| TASK DESCRIPTION |
What is printed must match, line for line, the records from their first line through the line containing "2px #2b2b2b) drop-shadow(0", with pictures left out.

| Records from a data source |
=== Section Start ===
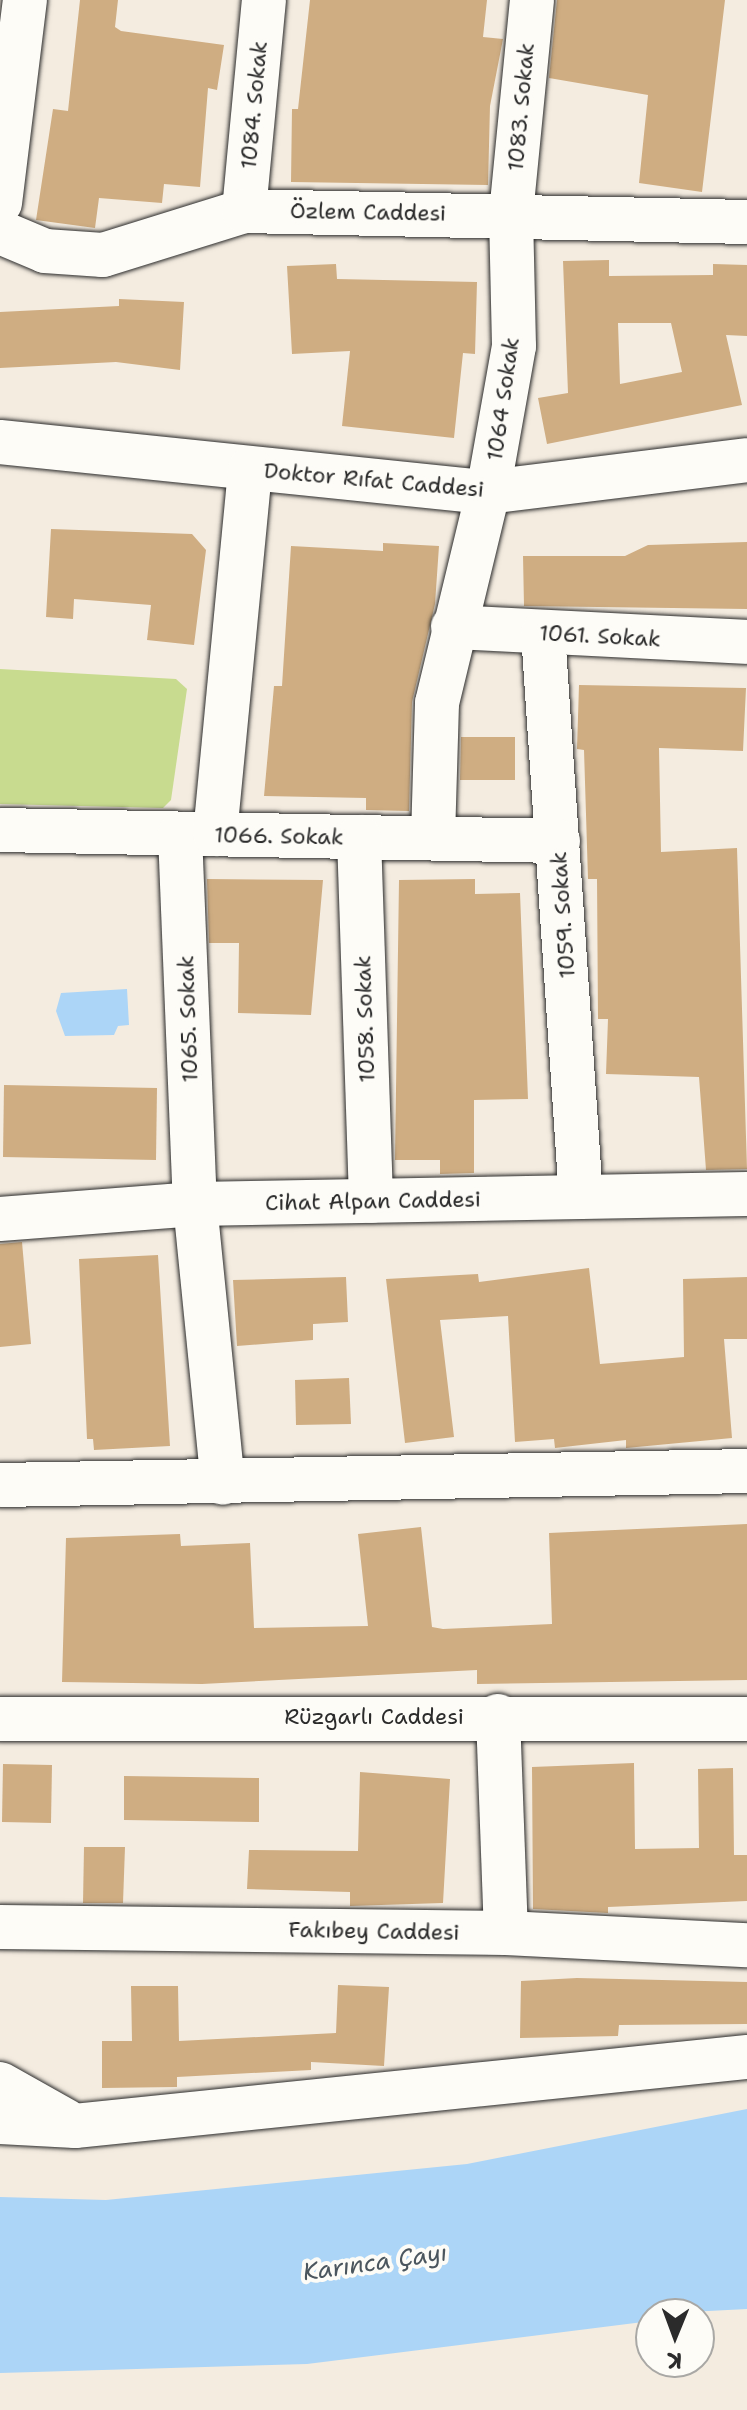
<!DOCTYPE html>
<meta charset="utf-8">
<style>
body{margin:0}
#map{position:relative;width:747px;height:2410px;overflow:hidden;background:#f4ece0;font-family:"Shantell Sans",sans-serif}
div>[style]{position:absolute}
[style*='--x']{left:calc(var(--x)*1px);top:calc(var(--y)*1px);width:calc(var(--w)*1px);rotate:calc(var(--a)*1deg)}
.green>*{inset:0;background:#c8db8f}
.water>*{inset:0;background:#acd5f7}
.building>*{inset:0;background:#cfad82}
.roads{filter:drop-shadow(0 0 2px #2b2b2b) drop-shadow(0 0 2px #2b2b2b)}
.minor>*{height:44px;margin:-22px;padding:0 22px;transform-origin:22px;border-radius:22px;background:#fdfcf7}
span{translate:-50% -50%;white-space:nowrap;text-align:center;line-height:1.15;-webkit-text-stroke:8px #fdfcf7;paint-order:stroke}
.street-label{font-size:22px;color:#2b2b2b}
.water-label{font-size:24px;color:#4b565e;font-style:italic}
.north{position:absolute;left:635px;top:2298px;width:80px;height:80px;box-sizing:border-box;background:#fdfcf7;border:2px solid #a9a8a5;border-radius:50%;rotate:181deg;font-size:22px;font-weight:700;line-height:32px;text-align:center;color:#2b2b2b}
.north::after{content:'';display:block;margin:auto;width:28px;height:36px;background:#2b2b2b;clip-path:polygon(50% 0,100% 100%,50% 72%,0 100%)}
</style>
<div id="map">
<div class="green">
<i style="clip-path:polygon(0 669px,176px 679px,187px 689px,171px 800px,163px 808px,0 804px)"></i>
</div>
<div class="water">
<i style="clip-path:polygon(127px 989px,129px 1025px,118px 1026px,114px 1035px,65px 1036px,56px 1011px,61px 993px)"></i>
<i style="clip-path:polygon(747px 2109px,747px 2309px,651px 2314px,651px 2321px,307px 2364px,0 2373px,0 2197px,106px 2200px,467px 2164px)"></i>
</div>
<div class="building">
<i style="clip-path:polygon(80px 0,118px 0,115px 27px,121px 31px,224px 45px,217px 90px,208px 88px,200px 187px,164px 184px,162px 203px,99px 198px,95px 228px,36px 220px,53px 109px,68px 111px)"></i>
<i style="clip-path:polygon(310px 0,487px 0,483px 37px,503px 39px,490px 106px,488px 185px,291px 182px,292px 109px,298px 109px)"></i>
<i style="clip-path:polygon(557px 0,725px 0,702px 192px,639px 183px,648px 95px,549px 78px)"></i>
<i style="clip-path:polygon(evenodd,609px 260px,609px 276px,713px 275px,713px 264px,747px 265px,747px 336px,726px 335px,742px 405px,547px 444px,538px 398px,568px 393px,563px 261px,609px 260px,618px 323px,671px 323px,682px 372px,620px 384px,618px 323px)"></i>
<i style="clip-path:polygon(336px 264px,337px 279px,477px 282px,475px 354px,463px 353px,454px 438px,342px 426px,350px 351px,292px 354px,287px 266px)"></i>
<i style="clip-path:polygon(119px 299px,184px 302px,180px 370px,116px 362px,0 368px,0 312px,119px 306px)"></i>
<i style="clip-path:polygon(51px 529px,192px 534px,206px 550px,194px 645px,147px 640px,151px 605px,74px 599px,73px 619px,46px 617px)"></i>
<i style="clip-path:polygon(747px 542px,747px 609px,524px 606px,523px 556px,625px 556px,648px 545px)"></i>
<i style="clip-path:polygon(383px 543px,439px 546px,435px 604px,412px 702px,409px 811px,366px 810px,366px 798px,264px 796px,274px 686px,282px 686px,291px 546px,383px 551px)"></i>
<i style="clip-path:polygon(579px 685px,746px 688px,743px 751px,659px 748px,661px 852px,737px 848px,747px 1169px,706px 1170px,699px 1077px,606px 1074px,608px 1019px,598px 1019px,597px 879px,588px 879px,584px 750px,577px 749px)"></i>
<i style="clip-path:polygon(461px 737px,515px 737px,515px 780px,460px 780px)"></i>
<i style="clip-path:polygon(207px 879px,323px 880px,311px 1015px,238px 1013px,239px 943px,209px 943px)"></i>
<i style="clip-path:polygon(475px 879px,475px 894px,520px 893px,528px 1099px,474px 1100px,474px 1173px,440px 1174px,440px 1160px,395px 1160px,399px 880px)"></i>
<i style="clip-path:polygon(4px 1085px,157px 1088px,156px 1160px,3px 1157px)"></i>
<i style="clip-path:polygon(22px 1242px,31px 1344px,0 1347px,0 1244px)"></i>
<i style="clip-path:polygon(158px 1255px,170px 1446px,94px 1450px,93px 1439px,87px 1439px,79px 1259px)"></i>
<i style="clip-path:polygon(589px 1268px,600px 1364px,684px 1357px,683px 1279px,747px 1277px,747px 1339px,724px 1339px,732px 1438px,626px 1448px,626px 1440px,555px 1448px,554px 1439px,515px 1442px,508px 1316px,440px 1320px,454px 1437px,405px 1443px,386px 1279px,478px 1274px,479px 1282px)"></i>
<i style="clip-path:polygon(346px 1277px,348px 1322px,313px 1324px,313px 1340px,237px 1346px,233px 1280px)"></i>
<i style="clip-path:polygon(349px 1378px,351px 1424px,296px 1425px,295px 1380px)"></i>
<i style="clip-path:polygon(747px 1524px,747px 1680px,477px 1684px,477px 1670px,202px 1684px,62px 1682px,66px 1538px,180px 1534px,181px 1546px,250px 1543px,254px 1628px,368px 1626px,358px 1534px,421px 1527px,432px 1627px,443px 1629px,552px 1624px,549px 1533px)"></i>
<i style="clip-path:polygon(634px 1763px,635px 1849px,699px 1848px,698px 1769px,733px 1768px,734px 1855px,747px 1855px,747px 1901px,608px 1907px,608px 1913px,533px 1909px,532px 1767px)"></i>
<i style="clip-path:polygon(3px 1764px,52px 1765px,51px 1823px,2px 1822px)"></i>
<i style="clip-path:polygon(360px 1772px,450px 1779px,443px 1903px,350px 1906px,350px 1892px,247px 1889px,249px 1850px,358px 1851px)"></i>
<i style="clip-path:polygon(124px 1776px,259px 1778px,259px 1822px,124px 1820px)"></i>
<i style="clip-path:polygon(84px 1847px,125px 1847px,123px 1903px,83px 1903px)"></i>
<i style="clip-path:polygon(577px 1978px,747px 1982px,747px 2024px,619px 2025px,618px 2036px,520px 2038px,521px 1981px)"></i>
<i style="clip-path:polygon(338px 1985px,389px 1987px,384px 2066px,311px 2062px,311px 2070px,177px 2077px,177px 2087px,102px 2088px,102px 2041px,132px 2041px,131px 1986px,178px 1986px,179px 2041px,336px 2033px)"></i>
</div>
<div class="roads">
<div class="minor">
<i style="--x:0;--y:203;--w:205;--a:-83"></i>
<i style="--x:244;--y:211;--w:212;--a:-84.6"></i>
<i style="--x:0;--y:232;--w:49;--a:22.9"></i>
<i style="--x:45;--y:251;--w:58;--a:3.9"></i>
<i style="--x:103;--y:255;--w:148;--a:-17.3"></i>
<i style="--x:244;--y:211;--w:503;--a:1.25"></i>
<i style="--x:0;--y:442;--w:491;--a:5.9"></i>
<i style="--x:488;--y:492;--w:261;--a:-7"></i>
<i style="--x:453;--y:627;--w:294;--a:2.9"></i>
<i style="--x:543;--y:633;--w:565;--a:86.15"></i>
<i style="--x:0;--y:830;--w:558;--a:1.13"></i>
<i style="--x:180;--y:834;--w:370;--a:87.7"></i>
<i style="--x:195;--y:1204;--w:280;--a:84.3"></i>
<i style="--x:215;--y:834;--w:367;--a:-84.5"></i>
<i style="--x:359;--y:837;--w:364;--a:88.1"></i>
<i style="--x:433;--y:838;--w:135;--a:-88.3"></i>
<i style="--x:437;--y:703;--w:217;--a:-76.4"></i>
<i style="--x:488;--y:492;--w:148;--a:-79.9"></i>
<i style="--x:514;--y:346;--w:132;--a:-91.3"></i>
<i style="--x:511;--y:214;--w:215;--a:-84.4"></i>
<i style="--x:0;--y:1219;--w:196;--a:-4.4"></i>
<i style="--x:195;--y:1204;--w:552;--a:-1.04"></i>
<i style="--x:0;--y:1485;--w:747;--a:-1.07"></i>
<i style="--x:498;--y:1716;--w:217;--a:87.9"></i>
<i style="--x:0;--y:1719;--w:747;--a:0"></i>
<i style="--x:0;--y:1927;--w:506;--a:0.68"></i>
<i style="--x:506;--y:1933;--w:241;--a:2.9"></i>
<i style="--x:0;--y:2084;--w:76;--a:29.3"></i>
<i style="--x:0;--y:2122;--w:75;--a:3.1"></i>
<i style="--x:75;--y:2126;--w:676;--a:-5.86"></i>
</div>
</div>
<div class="street-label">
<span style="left:254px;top:105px;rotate:-85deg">1084. Sokak</span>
<span style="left:521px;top:107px;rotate:-85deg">1083. Sokak</span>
<span style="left:368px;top:212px;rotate:1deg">Özlem Caddesi</span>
<span style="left:503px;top:399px;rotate:-82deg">1064 Sokak</span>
<span style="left:374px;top:480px;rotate:5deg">Doktor Rıfat Caddesi</span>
<span style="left:600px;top:636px;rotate:3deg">1061. Sokak</span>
<span style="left:279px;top:836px;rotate:1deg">1066. Sokak</span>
<span style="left:563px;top:915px;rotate:-94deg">1059. Sokak</span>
<span style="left:188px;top:1019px;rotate:-92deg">1065. Sokak</span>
<span style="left:365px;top:1019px;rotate:-92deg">1058. Sokak</span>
<span style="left:373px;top:1201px;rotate:-1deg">Cihat Alpan Caddesi</span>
<span style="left:374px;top:1717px">Rüzgarlı Caddesi</span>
<span style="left:374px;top:1931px;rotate:1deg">Fakıbey Caddesi</span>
</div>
<div class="water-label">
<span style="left:375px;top:2263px;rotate:-8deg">Karınca Çayı</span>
</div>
<div class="north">K</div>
</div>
=== Section End ===
| REPLY |
<!DOCTYPE html>
<meta charset="utf-8">
<style>
body{margin:0}
#map{position:relative;width:747px;height:2410px;overflow:hidden;background:#f4ece0;font-family:"Shantell Sans",sans-serif}
div>[style]{position:absolute}
[style*='--x']{left:calc(var(--x)*1px);top:calc(var(--y)*1px);width:calc(var(--w)*1px);rotate:calc(var(--a)*1deg)}
.green>*{inset:0;background:#c8db8f}
.water>*{inset:0;background:#acd5f7}
.building>*{inset:0;background:#cfad82}
.roads{filter:drop-shadow(0 0 2px #2b2b2b) drop-shadow(0 0 2px #2b2b2b)}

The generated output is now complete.